NARENDRA PRASAD RAI Vs. STATE OF U P
LAWS(ALL)-2006-9-36
HIGH COURT OF ALLAHABAD
Decided on September 22,2006

NARENDRA PRASAD RAI Appellant
VERSUS
STATE OF UTTAR PRADESH Respondents

JUDGEMENT

- (1.) BHARATI Sapru, J. Heard learned Counsel for the petitioner and the learned standing Counsel for the respondents.
(2.) THE petitioner has made a prayer seeking writ of certiorari quashing the impugned orders dated 19-6- 1993 and 2-3-1992 passed by the respondents No. 3 and 2 respectively (Annexures 1 and 2 to the writ petition ). THE first the order of removal was passed by the Superintendent of Police and the second is the order passed in appeal by the D. I. G. (Police ).
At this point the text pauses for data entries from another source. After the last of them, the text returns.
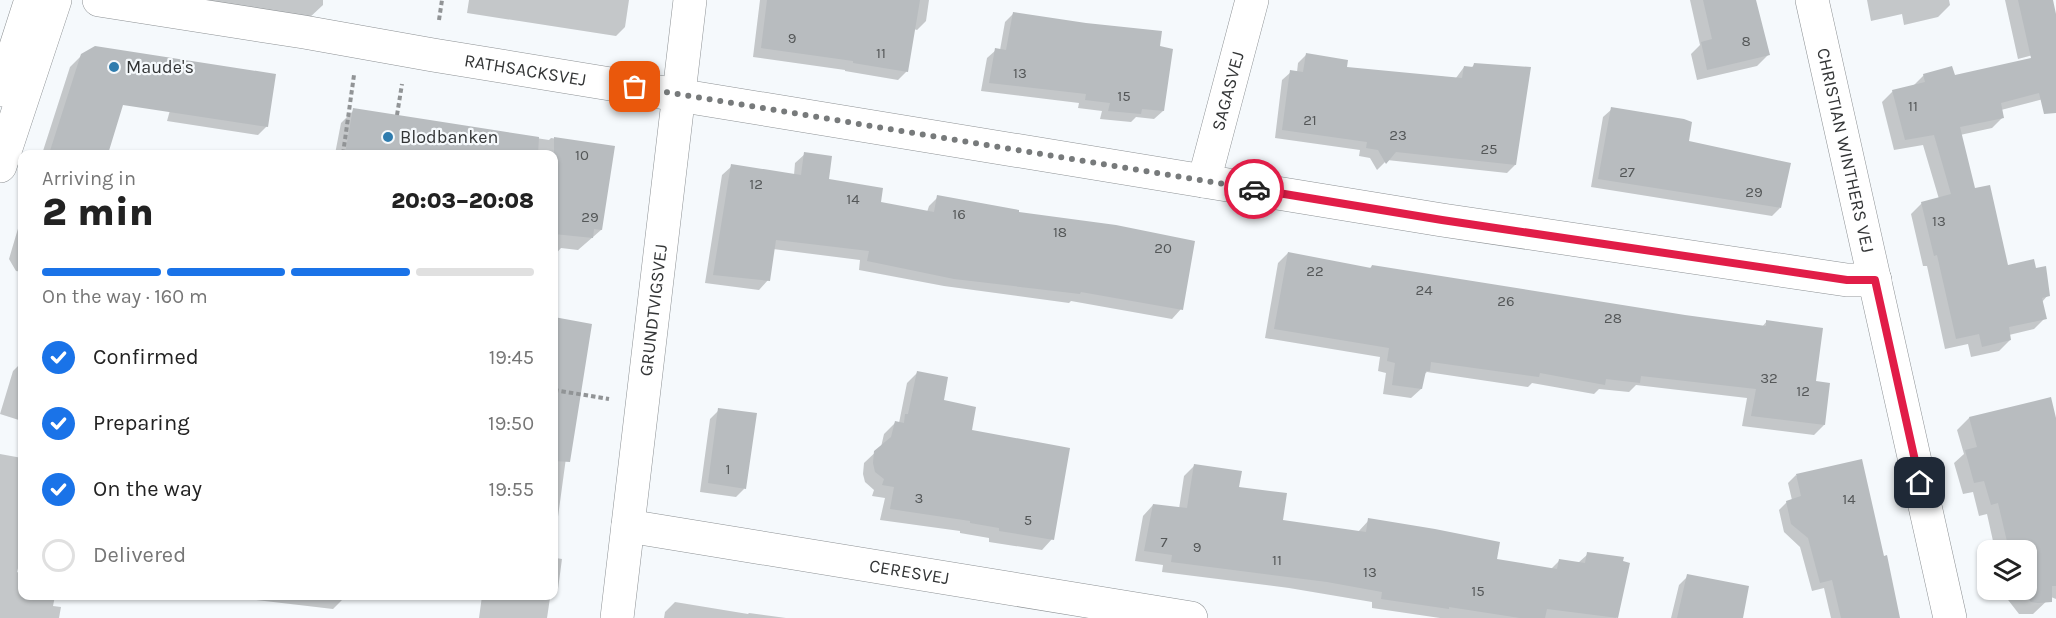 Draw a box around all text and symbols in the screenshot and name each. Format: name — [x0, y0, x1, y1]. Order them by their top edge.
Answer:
house number: 9 — [788, 29, 796, 47]
house number: 8 — [1741, 32, 1751, 50]
house number: 11 — [876, 44, 886, 62]
street label: CHRISTIAN WINTHERS VEJ — [1812, 46, 1879, 255]
street label: RATHSACKSVEJ — [463, 49, 588, 91]
street label: SAGASVEJ — [1207, 49, 1249, 133]
place label: Maude's — [126, 56, 194, 78]
marker: Maude's — [107, 60, 121, 74]
pin — [609, 61, 660, 112]
house number: 13 — [1013, 64, 1027, 82]
icon: bag — [618, 70, 651, 103]
house number: 15 — [1117, 87, 1131, 105]
house number: 11 — [1908, 97, 1918, 115]
house number: 21 — [1303, 111, 1317, 129]
place label: Blodbanken — [400, 126, 498, 148]
house number: 23 — [1389, 126, 1407, 144]
marker: Blodbanken — [381, 130, 395, 144]
house number: 25 — [1480, 140, 1498, 158]
house number: 10 — [575, 146, 589, 164]
courier — [1224, 159, 1284, 219]
house number: 27 — [1619, 163, 1635, 181]
text: Arriving in — [42, 167, 136, 190]
icon: car — [1238, 173, 1271, 206]
house number: 12 — [749, 175, 763, 193]
house number: 29 — [1745, 183, 1763, 201]
text: 20:03–20:08 — [391, 188, 534, 214]
text: 2 min — [42, 189, 154, 235]
house number: 14 — [846, 190, 860, 208]
house number: 16 — [952, 205, 966, 223]
house number: 29 — [581, 208, 599, 226]
house number: 13 — [1932, 212, 1946, 230]
house number: 18 — [1053, 223, 1067, 241]
house number: 20 — [1154, 239, 1172, 257]
street label: GRUNDTVIGSVEJ — [635, 243, 672, 377]
house number: 22 — [1306, 262, 1324, 280]
house number: 24 — [1415, 281, 1433, 299]
text: On the way · 160 m — [42, 285, 208, 308]
house number: 26 — [1497, 292, 1515, 310]
house number: 28 — [1604, 309, 1622, 327]
icon: check — [42, 341, 75, 374]
text: Confirmed — [93, 344, 199, 370]
text: 19:45 — [489, 346, 534, 369]
house number: 32 — [1760, 369, 1778, 387]
house number: 12 — [1796, 382, 1810, 400]
icon: check — [42, 407, 75, 440]
text: Preparing — [93, 410, 190, 436]
text: 19:50 — [488, 412, 534, 435]
pin — [1894, 457, 1945, 508]
house number: 1 — [726, 460, 730, 478]
icon: home — [1903, 466, 1936, 499]
icon: check — [42, 473, 75, 506]
text: On the way — [93, 476, 202, 502]
text: 19:55 — [489, 478, 534, 501]
house number: 3 — [915, 489, 923, 507]
house number: 14 — [1842, 490, 1856, 508]
house number: 5 — [1024, 511, 1032, 529]
house number: 7 — [1160, 533, 1168, 551]
house number: 9 — [1193, 538, 1201, 556]
map controls — [1977, 540, 2037, 600]
button: layers — [1977, 540, 2037, 600]
text: Delivered — [93, 542, 186, 568]
house number: 11 — [1272, 551, 1282, 569]
street label: CERESVEJ — [868, 555, 951, 589]
house number: 13 — [1363, 563, 1377, 581]
house number: 15 — [1471, 582, 1485, 600]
The contention of the petitioner is that both the impugned orders are arbitrary and illegal because the services of the petitioner have been brought to an end without giving to the petitioner an opportunity of hearing and in violation of the provisions of Section 8 (2) (b) of the U. P. Police Officers of the Subordinate Ranks (Punishment and Appeal) Rules, 1991. The contention of the petitioner also is that the provisions of Section 8 (2) (b) of the Rules aforesaid can only be dispensed with certain circumstances and although if there are good reasons to do so and also where the authority who is empowered to dismiss or remove a person is satisfied for reasons to be recorded by the authority in writing that it is reasonably impracticable to hold such an enquiry. I have perused the order of termination dated 19-6-1993. The order does not record any reason why it is impracticable to hold an enquiry. The order simply records that firstly the petitioner was unauthorizedly absent, secondly that previously also he had been absent without leave 164 days; and thirdly he was found with heroin for which he has been declared indisciplined employee but no reason has been given why it is not possible to hold an enquiry against him. After all in all cases of misconduct, an enquiry is held. It is only in very special circumstances that an enquiry can be dispensed with. Therefore, if the provisions of Rule 8 (2) (b) are to be invoked by the authority, then it must record clearly the reasons for doing so. Rule 8 (2) (b) is quoted below: " (b) Where the authority empowered to dismiss or remove a person or to reduce him in rank is satisfied that for some reason to be recorded by that authority in writing, it is not reasonably practicable to hold such enquiry;"
(3.) SUCH being the case, the petitioner is justified in saying that the impugned order dated 19-6-1993 has been passed in violation of the provisions of Section 8 (2) (b) of the Rules aforesaid. The consequent order has been passed without holding any enquiry is also therefore vitiated. The petitioner is clearly entitled to the protection granted under Article 311 (2) of the Constitution of India. The petitioner, in support of his contentions, has stated that the decision of this Court in the case of Ram Das Yadav v. Sena Nayak, 45th Battalion, P. A. C. Contingent Konkrajhar, reported in (2001) 2 UPLBEC 1775, wherein this Court came to the conclusion that in absence of any material being placed before the Court, the decision to dispense with the enquiry was not a good one. I am in respectful agreement with the view taken by the learned Single Judge in the said decision and following the same.;


Click here to view full judgement.
Copyright © Regent Computronics Pvt.Ltd.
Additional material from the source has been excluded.